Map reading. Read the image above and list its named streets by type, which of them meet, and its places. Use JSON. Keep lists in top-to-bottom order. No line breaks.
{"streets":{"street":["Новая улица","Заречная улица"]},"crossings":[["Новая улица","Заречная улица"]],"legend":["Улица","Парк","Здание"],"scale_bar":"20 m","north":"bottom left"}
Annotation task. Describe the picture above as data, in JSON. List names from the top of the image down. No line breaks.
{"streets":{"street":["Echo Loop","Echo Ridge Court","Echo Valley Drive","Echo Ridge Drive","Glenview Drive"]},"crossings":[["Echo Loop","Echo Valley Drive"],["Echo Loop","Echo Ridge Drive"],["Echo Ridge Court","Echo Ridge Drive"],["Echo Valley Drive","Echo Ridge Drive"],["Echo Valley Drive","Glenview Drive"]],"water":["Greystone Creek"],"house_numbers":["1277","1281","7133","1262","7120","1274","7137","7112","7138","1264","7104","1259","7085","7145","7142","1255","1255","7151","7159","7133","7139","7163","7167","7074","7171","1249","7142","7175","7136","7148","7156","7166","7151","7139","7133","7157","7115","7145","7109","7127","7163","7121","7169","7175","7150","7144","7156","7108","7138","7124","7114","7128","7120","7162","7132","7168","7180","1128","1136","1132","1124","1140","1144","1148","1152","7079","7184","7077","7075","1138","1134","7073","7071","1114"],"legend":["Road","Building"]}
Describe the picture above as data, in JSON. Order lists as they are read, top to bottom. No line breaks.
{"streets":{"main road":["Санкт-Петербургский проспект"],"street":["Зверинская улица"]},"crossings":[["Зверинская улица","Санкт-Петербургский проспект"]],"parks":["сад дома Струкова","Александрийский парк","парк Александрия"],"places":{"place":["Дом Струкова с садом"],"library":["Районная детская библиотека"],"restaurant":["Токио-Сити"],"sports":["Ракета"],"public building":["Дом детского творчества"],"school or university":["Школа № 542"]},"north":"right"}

PROBLEM DESCRIPTION: Take the line that contains "Describe the picture above as data, in JSON. Order" and each line after it through the end of the records, and repeat them all exactly. Nothing else.

RESPONSE AREA:
Describe the picture above as data, in JSON. Order lists as they are read, top to bottom. No line breaks.
{"streets":{"main road":["Санкт-Петербургский проспект"],"street":["Зверинская улица"]},"crossings":[["Зверинская улица","Санкт-Петербургский проспект"]],"parks":["сад дома Струкова","Александрийский парк","парк Александрия"],"places":{"place":["Дом Струкова с садом"],"library":["Районная детская библиотека"],"restaurant":["Токио-Сити"],"sports":["Ракета"],"public building":["Дом детского творчества"],"school or university":["Школа № 542"]},"north":"right"}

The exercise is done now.